Madame la secrétaire d’État, je souhaite évoquer le pastoralisme, qui est un savoir-faire ancestral emblématique de l’identité de nos territoires de montagne. Aujourd’hui, il est malheureusement mis en péril par une forte prédation, faute d’une réglementation européenne et internationale adaptée.
En effet, le loup est classé comme « espèce de faune strictement protégée » au niveau européen selon la directive dite Habitat, faune, flore de mai 1992 et au niveau international selon la convention de Berne de 1979. Si ce cadre réglementaire a permis de protéger sensiblement la biodiversité au sein de l’Union européenne – nous pouvons nous en réjouir –, il a également favorisé la prolifération des grands carnivores.

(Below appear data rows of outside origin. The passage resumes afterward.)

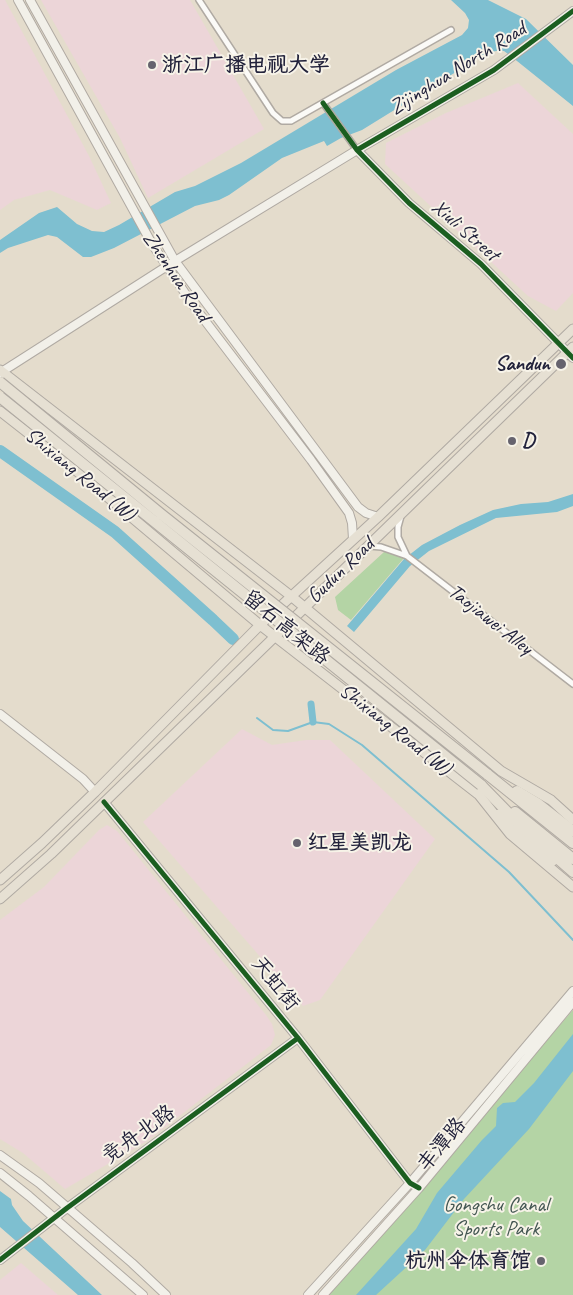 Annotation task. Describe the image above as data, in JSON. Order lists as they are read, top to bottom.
{
  "streets": {
    "highway": ["留石高架路"],
    "main road": [
      "Zijinghua North Road",
      "Xiuli Street",
      "Zhenhua Road",
      "Shixiang Road (W)",
      "Gudun Road",
      "天虹街",
      "竞舟北路",
      "丰潭路"
    ],
    "street": ["Taojiawei Alley"]
  },
  "crossings": [
    ["Zijinghua North Road", "Xiuli Street"],
    ["Zijinghua North Road", "Zhenhua Road"],
    ["Xiuli Street", "Gudun Road"],
    ["Zhenhua Road", "Gudun Road"],
    ["Shixiang Road (W)", "Gudun Road"],
    ["Shixiang Road (W)", "留石高架路"],
    ["Gudun Road", "Taojiawei Alley"],
    ["Gudun Road", "天虹街"],
    ["天虹街", "竞舟北路"],
    ["天虹街", "丰潭路"]
  ],
  "parks": ["Gongshu Canal Sports Park"],
  "places": [
    "浙江广播电视大学",
    "Sandun",
    "D",
    "红星美凯龙",
    "杭州伞体育馆"
  ]
}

On estime à 17 000 le nombre de loups présents sur le territoire européen. En France, l’Office français de la biodiversité (OFB) l’a récemment réévalué à environ un millier, contre 3 000 loups selon les chasseurs et les agriculteurs, qui se fondent sur une réalité observée au quotidien et dont témoignent les attaques incessantes. Celles-ci exercent une pression considérable sur des éleveurs passionnés, mais épuisés et découragés. Parmi eux, beaucoup ne veulent plus faire monter leurs troupeaux dans les alpages, par crainte pour la survie de leurs animaux.
Certains pâturages ne sont par conséquent plus entretenus et se referment progressivement. À terme, cette dégradation des paysages posera d’importants problèmes de sécurité, en augmentant les risques d’avalanche l’hiver et d’incendie l’été.
Par ailleurs, la multiplication des attaques, non seulement sur des ovins et des caprins, mais de façon croissante sur des bovins, conduit à une diminution du temps passé par les troupeaux dans les pâturages, voire de leur taille. Certains éleveurs arrêtent leur activité, comme tout dernièrement dans le Vercors. Derrière ce triste constat, ce sont toutes nos appellations d’origine protégée et nos indications géographiques protégées pour la viande et le fromage qui sont mises en danger. Le pastoralisme répond pourtant à nos objectifs de consommation locale, responsable, et durable, en contribuant à la fois à notre sécurité alimentaire et au respect du bien-être animal.
C’est pourquoi réviser la réglementation européenne et internationale en déclassant le loup de la catégorie « espèces de faune strictement protégées » pour l’ajouter à celle des « espèces de faune protégées » est absolument essentiel pour préserver un savoir-faire traditionnel, la qualité du travail de nos éleveurs, ainsi que nos AOP et nos IGP.
À travers un avis politique devenu résolution européenne le 21 août 2020, le Sénat avait déjà alerté sur les écueils de cette réglementation, en vain. À présent d’autres pays européens réagissent : ainsi le 26 septembre dernier, lors du Conseil « Agriculture et pêche », la délégation autrichienne a demandé la révision de la directive « Habitat, faune, flore », avec le soutien de la Croatie, la Finlande, la Hongrie, la Lettonie, la Roumanie et la Slovaquie. Madame la secrétaire d’État, nous devons faire bloc à leurs côtés.